Tomo prestadas estas dos palabras mágicas de nuestro querido Daniel de la Puente, que siendo un visionario y cubriéndose de experiencia, supo que habría que utilizarlas con mucha frecuencia.

Porque sí, porque ha pasado otra vez. Las toses y los móviles han podido con los acordes de Debussy. Pero Daniel Barenboim, que tiene ya canas en esto, no se quedó impasible. No tragó, cerrando los ojos y siguiendo como si nada hubiese pasado, como hubiésemos hecho la mayoría por miedo a ser irrespetuosos con el (cada vez menos) respetable. Paró, se levantó y se dirigió al público verdaderamente enfadado tildando la situación de insoportable; se retiró, pidió que el público tosiera y después continuó el concierto.

No es la primera vez que Barenboim interrumpe un concierto para llamar la atención del público. Y si asistes de vez en cuando a conciertos de música, seguramente no es la primera vez que te encuentras con una situación similar. Yo lo he visto en todos sitios: en el Auditorio Nacional con los número uno de la música sobre el escenario, exagerando las toses entre movimientos provocando una situación de vergüenza ajena y consiguiendo incluso que algún músico bajase las manos del piano hasta que acabase el concierto de toses paralelo. Lo he visto en salas más pequeñas, con móviles que sonaban repetidamente porque el señor o la señora de turno quizá no supiera ni cómo se desconectaba ese chisme. Y lo más sorprendente, lo he visto hace apenas unos días en un lugar en el que nunca me habría imaginado ver algo así: el Lincoln Center de Nueva York. Jamás podría haber imaginado que mi gozo de disfrutar del movimiento lento del Concierto núm. 2 de Bartok para piano con Brofmann al aparato sería ahogado en un pozo por un niño que tosió de principio a fin, compás por compás, como el que tose en el salón de su casa hasta que se le pase. El niño, el pobre… qué se le va a decir. ¿Pero y el adulto que decidió que, a pesar del trancazo, ese chaval asistiese al concierto?

No, no nos estamos volviendo maniáticos.

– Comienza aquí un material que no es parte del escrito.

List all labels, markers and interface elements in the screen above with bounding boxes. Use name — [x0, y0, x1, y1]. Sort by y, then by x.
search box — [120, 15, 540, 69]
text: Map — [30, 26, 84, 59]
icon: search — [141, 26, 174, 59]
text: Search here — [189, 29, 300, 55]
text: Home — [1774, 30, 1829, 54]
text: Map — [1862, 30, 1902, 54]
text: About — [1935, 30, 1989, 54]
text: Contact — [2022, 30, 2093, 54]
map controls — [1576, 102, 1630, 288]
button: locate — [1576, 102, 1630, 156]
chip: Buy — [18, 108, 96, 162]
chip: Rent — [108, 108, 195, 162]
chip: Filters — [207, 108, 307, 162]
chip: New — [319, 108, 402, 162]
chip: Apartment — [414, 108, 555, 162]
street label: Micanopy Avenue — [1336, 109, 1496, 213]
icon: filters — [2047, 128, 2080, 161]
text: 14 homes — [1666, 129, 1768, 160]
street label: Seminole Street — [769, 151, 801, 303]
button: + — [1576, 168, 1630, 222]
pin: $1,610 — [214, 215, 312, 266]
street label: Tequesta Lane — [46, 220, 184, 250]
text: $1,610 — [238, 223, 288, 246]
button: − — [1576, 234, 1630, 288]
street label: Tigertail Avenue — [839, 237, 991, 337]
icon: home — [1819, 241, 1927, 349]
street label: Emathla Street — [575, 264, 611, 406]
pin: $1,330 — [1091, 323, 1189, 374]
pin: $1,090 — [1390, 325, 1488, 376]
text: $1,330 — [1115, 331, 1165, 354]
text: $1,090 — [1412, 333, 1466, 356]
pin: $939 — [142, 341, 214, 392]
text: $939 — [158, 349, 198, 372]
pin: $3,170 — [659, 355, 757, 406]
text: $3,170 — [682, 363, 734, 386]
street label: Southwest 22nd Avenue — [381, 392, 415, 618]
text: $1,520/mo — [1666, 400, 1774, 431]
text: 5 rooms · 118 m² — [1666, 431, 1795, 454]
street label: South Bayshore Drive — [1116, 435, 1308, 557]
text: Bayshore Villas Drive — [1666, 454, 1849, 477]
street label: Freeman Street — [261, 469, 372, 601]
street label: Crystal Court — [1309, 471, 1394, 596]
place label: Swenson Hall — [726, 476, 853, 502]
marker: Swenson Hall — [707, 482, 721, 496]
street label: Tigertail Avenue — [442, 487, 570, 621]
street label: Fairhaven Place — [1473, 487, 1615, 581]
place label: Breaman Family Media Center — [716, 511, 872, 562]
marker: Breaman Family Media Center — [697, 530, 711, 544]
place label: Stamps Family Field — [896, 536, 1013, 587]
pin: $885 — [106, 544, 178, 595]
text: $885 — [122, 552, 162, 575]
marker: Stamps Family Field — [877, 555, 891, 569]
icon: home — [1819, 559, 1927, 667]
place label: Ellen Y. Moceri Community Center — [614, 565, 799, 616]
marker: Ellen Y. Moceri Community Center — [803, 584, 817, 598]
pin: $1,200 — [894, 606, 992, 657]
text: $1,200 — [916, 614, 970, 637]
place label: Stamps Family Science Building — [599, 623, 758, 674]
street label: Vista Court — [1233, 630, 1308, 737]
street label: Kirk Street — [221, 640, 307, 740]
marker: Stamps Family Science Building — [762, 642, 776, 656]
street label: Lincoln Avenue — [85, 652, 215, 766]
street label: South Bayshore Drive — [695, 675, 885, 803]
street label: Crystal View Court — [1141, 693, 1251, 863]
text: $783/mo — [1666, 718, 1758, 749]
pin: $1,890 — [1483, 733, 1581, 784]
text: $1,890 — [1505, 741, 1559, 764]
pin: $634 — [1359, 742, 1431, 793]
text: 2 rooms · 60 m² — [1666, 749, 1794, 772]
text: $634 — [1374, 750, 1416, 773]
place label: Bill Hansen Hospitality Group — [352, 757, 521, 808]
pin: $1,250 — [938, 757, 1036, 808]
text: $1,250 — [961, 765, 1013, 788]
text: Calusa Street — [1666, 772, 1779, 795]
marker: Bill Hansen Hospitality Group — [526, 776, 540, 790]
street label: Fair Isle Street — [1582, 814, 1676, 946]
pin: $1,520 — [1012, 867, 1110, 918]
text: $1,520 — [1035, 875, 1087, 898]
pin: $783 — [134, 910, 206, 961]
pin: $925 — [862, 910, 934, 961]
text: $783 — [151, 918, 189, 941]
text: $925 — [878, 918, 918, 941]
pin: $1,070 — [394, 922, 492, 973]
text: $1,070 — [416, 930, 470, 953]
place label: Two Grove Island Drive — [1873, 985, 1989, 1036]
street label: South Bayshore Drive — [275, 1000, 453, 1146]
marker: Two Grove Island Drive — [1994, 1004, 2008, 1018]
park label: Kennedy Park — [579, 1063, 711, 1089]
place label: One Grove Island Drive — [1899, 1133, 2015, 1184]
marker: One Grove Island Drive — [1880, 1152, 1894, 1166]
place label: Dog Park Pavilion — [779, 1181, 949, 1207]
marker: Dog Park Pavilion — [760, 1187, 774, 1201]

No estamos malinterpretando las costumbres de la interpretación de la música clásica. Se llama educación.

Y es que, en cualquier acto de comunicación, hay un emisor y un receptor. Y cuando el emisor (músico) envía su mensaje (música), más le vale al receptor (público, todo, en su conjunto, uno por uno) estar bien calladito para que ese mensaje cumpla su objetivo: remover las emociones internas como una tormenta inesperada. Y sí, el músico necesita silencio para la concentración. Pero el público también, porque si no esa entrada podemos tirarla a la basura.

Así que, señoras y señores que asistan pronto a un concierto. Como dice Daniel de la Puente, cuando las luces se atenúen, cuando los músicos salgan, justo ahí, en ese momento: ahora, calladitos.